◆ GIVEN INFORMATION

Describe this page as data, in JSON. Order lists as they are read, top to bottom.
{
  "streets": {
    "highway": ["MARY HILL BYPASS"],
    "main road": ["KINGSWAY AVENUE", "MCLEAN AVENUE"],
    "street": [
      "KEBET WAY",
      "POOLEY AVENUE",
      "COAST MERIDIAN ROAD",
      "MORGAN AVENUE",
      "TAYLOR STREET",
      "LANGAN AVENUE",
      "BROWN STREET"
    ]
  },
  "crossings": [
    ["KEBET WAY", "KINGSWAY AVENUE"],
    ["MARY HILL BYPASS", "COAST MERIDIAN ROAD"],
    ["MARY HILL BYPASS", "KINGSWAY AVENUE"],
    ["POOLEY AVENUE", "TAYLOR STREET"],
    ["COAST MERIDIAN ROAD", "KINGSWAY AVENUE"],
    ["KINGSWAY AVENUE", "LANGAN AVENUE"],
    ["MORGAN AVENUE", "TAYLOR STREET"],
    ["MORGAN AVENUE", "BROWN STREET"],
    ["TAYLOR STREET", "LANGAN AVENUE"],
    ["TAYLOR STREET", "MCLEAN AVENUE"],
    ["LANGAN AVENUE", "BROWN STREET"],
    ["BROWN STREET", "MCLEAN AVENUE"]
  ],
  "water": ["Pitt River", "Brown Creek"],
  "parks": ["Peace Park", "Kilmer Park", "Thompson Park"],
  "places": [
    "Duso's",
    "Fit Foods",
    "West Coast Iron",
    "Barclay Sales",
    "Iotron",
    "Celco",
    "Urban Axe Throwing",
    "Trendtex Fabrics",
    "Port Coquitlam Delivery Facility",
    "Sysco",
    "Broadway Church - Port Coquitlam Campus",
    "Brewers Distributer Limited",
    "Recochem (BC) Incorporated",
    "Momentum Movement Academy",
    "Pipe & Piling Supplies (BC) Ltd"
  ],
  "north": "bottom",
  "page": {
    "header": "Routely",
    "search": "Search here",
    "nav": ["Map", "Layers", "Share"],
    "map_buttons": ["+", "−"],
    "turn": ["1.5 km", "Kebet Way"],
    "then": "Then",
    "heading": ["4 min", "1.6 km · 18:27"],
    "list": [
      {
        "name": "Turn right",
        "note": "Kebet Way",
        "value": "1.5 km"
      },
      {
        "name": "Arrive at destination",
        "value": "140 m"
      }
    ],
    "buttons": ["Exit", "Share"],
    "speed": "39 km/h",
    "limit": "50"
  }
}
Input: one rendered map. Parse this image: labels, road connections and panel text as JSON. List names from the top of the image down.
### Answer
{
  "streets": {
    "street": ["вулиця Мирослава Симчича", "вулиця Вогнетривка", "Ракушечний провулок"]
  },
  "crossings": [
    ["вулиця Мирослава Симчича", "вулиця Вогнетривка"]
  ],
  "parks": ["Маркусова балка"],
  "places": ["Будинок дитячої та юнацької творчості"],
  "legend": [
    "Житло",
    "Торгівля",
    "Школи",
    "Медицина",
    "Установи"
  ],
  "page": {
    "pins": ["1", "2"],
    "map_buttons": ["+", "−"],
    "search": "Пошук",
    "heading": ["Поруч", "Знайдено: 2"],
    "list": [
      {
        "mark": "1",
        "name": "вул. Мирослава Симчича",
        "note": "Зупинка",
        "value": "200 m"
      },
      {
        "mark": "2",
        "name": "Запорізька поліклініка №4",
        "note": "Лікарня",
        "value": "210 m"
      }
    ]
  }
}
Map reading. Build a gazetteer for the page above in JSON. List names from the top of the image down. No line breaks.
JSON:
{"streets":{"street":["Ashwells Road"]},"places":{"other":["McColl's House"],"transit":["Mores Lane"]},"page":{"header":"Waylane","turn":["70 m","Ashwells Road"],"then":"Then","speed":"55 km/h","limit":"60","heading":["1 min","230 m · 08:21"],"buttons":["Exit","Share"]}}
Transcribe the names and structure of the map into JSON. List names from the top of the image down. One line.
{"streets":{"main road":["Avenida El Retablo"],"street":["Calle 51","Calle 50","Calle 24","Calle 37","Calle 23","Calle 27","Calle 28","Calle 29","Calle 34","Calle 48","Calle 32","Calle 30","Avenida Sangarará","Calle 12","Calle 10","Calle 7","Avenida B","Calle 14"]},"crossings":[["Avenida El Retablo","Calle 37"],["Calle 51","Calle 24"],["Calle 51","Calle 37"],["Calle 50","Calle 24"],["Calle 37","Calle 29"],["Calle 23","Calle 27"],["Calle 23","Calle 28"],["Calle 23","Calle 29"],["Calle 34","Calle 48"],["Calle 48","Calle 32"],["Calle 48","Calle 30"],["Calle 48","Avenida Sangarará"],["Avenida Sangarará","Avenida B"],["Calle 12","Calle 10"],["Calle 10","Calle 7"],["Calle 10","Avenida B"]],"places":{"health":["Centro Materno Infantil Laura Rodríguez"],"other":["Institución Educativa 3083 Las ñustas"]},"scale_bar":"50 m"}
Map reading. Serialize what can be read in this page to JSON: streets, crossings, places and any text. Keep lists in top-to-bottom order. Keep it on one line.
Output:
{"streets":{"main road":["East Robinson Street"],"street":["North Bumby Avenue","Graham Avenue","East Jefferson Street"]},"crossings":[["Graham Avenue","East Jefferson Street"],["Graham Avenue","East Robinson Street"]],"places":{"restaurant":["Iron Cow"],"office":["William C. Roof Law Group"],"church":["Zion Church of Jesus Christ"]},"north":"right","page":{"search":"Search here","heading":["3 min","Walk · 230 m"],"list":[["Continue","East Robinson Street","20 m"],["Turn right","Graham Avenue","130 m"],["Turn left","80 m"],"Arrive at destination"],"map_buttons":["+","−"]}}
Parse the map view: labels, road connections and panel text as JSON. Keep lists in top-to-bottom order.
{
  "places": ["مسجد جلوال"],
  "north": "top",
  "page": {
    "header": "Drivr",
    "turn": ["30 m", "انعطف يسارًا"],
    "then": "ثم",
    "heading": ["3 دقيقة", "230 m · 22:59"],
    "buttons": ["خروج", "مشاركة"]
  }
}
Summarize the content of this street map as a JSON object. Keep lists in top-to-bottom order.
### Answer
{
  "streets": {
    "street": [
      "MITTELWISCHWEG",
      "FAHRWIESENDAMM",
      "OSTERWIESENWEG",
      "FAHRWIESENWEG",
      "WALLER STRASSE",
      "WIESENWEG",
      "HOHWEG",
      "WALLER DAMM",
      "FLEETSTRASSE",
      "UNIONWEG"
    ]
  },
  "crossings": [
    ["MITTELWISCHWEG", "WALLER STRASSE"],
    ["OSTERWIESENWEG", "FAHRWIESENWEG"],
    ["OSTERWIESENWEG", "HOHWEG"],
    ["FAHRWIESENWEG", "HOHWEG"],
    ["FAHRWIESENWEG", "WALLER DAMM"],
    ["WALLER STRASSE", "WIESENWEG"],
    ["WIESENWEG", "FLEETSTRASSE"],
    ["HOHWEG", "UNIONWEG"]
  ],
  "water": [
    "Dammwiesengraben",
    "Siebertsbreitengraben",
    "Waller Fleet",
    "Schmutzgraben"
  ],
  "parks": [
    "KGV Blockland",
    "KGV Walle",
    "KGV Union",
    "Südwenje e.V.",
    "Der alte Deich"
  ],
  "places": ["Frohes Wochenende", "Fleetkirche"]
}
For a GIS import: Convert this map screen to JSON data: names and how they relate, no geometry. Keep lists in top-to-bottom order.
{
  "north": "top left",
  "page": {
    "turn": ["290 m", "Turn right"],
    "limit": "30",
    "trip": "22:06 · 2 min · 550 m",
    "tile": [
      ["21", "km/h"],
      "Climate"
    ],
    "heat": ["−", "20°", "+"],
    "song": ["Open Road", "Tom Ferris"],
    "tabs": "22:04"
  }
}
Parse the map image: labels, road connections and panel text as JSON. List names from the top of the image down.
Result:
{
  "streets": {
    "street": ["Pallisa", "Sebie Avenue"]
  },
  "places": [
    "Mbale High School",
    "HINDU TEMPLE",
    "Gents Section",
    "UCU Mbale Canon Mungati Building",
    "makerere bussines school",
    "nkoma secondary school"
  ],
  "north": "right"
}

◆ WORK ORDER
Search the entries for "reading" and copy out each line that has it.

◆ SOLUTION BELOW
Map reading. Build a gazetteer for the page above in JSON. List names from the top of the image down. No line breaks.
Map reading. Serialize what can be read in this page to JSON: streets, crossings, places and any text. Keep lists in top-to-bottom order. Keep it on one line.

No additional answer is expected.